PROBLEM TO SOLVE | Check every line of the listing below for the word "Verlaine" and give the number of lines where it appears, with nothing added.
**** STUDY MATERIAL ****
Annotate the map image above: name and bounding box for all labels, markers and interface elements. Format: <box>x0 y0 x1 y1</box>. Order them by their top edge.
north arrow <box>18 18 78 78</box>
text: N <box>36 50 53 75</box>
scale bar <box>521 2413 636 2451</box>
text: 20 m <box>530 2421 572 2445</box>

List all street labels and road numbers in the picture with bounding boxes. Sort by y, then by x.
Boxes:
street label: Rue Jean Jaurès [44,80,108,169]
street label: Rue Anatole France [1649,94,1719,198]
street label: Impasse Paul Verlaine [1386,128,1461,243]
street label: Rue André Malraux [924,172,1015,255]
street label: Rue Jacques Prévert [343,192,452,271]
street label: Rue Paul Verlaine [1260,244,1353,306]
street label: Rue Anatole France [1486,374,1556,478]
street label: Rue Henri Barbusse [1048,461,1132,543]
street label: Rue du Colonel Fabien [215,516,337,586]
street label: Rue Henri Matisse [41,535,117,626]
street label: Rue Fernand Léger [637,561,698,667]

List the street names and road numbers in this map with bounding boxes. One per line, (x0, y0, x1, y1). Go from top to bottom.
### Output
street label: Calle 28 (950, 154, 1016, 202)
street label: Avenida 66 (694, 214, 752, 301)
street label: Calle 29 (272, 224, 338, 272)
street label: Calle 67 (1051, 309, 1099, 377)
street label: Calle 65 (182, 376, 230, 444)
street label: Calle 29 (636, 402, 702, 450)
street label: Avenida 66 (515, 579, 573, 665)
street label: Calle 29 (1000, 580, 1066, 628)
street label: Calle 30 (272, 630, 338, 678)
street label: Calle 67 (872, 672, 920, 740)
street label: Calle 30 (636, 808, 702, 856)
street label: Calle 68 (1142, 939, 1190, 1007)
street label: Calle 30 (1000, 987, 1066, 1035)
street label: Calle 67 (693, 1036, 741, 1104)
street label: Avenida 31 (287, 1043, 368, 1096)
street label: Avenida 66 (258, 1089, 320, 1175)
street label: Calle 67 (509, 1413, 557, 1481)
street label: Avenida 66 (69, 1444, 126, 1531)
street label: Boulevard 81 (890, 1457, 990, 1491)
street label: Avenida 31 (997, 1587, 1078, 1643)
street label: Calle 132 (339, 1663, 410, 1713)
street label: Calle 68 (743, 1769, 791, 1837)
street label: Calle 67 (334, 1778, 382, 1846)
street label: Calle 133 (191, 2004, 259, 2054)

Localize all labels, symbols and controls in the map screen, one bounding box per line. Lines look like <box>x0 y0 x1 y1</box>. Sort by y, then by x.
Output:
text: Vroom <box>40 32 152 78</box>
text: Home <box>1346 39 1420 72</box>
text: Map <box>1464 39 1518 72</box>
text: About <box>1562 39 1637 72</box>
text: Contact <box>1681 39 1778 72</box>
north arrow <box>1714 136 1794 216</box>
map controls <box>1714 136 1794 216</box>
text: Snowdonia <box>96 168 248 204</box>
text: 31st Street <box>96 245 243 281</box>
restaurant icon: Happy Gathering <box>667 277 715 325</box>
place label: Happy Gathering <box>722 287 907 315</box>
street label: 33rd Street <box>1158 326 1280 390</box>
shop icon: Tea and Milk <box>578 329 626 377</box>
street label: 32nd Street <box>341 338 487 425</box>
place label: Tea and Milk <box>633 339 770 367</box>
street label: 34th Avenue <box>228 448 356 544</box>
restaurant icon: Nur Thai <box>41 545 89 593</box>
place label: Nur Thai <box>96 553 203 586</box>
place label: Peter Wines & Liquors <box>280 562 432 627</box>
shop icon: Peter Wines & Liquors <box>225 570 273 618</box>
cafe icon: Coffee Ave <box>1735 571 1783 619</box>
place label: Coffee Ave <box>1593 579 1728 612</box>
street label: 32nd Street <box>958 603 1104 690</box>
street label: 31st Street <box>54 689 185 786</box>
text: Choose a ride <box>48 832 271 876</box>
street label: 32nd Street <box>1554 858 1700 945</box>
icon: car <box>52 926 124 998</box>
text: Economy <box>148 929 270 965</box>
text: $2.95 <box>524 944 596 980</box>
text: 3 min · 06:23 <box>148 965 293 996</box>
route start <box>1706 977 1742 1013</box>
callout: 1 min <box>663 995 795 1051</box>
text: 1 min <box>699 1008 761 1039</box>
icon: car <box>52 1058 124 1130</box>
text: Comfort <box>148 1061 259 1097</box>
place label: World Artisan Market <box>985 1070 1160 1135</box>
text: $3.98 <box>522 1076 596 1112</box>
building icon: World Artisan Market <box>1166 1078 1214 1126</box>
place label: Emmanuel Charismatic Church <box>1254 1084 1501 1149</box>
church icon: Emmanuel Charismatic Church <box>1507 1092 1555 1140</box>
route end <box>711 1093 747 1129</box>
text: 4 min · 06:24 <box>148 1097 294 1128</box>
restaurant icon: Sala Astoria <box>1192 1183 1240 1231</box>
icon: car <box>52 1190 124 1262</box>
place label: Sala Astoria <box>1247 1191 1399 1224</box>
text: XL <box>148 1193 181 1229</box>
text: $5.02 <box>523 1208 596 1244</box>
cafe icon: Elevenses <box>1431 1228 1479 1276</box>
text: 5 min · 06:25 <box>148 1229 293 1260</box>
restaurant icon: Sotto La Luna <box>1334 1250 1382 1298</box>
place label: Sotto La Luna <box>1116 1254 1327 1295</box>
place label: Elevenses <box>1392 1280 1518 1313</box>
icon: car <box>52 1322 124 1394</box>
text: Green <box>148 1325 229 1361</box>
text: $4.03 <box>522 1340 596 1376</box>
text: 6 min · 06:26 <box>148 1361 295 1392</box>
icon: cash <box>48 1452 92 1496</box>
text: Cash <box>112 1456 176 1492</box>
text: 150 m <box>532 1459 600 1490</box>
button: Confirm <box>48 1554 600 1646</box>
****
COMPLETED EXERCISE | 2